Unlock Editor’s Digest for free
FT editor Roula Khalaf selects her favorite stories in this weekly newspaper.
Apple wants the batteries for its latest generation iPhones to be made in India, part of the US tech giant’s efforts to diversify its global supply chain and move manufacturing out of China.
According to two people close to Apple, the world’s most valuable company has informed component suppliers about its preference to source batteries for the upcoming iPhone 16 from Indian factories.
Battery makers such as China’s Desei have been encouraged to set up new factories in India, while Taiwanese battery supplier Simplo Technology for Apple has been asked to increase production in India for future orders, three people familiar with the situation said. Has gone. ,
“If everything goes well with iPhone 16 battery supply, Apple is planning to shift more iPhone battery production to India,” said one of the people close to the company.

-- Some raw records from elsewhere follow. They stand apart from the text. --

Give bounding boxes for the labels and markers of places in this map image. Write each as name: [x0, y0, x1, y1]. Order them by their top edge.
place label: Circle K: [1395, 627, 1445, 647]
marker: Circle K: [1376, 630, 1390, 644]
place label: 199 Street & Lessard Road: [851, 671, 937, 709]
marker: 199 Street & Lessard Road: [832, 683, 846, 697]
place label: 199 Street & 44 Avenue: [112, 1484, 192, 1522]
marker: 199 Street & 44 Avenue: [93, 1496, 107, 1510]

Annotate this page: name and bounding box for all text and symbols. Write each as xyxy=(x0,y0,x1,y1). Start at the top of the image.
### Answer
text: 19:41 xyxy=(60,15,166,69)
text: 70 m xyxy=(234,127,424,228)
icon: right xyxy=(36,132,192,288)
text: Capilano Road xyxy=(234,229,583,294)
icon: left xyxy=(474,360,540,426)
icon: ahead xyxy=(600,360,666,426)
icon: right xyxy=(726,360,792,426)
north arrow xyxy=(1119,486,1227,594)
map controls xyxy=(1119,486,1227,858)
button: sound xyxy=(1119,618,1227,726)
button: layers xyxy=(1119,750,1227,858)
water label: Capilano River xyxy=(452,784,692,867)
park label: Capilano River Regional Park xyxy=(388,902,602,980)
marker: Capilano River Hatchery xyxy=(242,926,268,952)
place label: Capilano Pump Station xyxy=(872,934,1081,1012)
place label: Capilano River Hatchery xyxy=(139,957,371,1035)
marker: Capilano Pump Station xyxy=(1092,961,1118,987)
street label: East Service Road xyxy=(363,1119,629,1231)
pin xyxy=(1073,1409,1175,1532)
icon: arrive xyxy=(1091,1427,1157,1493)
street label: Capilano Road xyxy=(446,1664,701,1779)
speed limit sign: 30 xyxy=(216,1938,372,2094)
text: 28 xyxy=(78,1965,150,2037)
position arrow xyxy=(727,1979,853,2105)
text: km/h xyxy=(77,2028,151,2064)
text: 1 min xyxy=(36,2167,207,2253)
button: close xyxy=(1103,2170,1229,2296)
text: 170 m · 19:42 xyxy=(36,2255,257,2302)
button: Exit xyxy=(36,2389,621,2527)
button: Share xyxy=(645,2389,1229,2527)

Separately, an Indian government minister this week said TDK, a Japanese supplier to Apple, is setting up a 180-acre facility in Manesar in Haryana state to make battery cells that will be used in Indian-made iPhones. In a post on Twitter, Minister of State for Electronics and IT Rajeev Chandrashekhar congratulated Apple, TDK and local authorities for enabling the government’s “deepening of goals”. [the] Electronics Manufacturing Ecosystem in India”.
TDK said it “has started construction of a plant in India for part of the battery production” and plans to start in 2025.
Companies like Dessay and Simplo package the power cells produced by TDK and their counterparts into modules and ship them to assemblers like Foxconn.
Amid rising trade tensions between Washington and Beijing, Apple is trying to reduce its years-long dependence on China for its manufacturing and supply chain.
In recent months, the iPhone maker has sought to steadily increase production in Vietnam and India, but has struggled to replicate the scale, speed and, in some cases, quality of its Chinese operations.
The latest effort to source batteries from outside China is in line with the Narendra Modi government’s “Make in India” manufacturing drive, which provides incentives to companies willing to invest in mobile phones, batteries and other targeted sectors.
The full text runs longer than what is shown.